**Dataset excerpts:**
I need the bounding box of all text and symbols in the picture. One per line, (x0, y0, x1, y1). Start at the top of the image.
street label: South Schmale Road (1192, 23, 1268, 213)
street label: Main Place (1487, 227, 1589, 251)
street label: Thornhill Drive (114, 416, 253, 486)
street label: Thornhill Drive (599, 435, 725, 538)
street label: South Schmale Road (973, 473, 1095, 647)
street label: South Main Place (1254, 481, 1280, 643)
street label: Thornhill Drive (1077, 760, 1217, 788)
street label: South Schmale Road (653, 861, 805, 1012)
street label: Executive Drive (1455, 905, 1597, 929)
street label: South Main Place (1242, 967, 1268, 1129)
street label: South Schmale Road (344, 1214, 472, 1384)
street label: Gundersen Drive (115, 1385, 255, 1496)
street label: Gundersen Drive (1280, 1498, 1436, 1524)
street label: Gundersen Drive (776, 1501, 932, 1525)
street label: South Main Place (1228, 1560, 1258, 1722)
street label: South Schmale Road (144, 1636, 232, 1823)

**Problem statement:**
Word for word, write out every entry shown above.

**Completed exercise:**
I need the bounding box of all text and symbols in the picture. One per line, (x0, y0, x1, y1). Start at the top of the image.
street label: South Schmale Road (1192, 23, 1268, 213)
street label: Main Place (1487, 227, 1589, 251)
street label: Thornhill Drive (114, 416, 253, 486)
street label: Thornhill Drive (599, 435, 725, 538)
street label: South Schmale Road (973, 473, 1095, 647)
street label: South Main Place (1254, 481, 1280, 643)
street label: Thornhill Drive (1077, 760, 1217, 788)
street label: South Schmale Road (653, 861, 805, 1012)
street label: Executive Drive (1455, 905, 1597, 929)
street label: South Main Place (1242, 967, 1268, 1129)
street label: South Schmale Road (344, 1214, 472, 1384)
street label: Gundersen Drive (115, 1385, 255, 1496)
street label: Gundersen Drive (1280, 1498, 1436, 1524)
street label: Gundersen Drive (776, 1501, 932, 1525)
street label: South Main Place (1228, 1560, 1258, 1722)
street label: South Schmale Road (144, 1636, 232, 1823)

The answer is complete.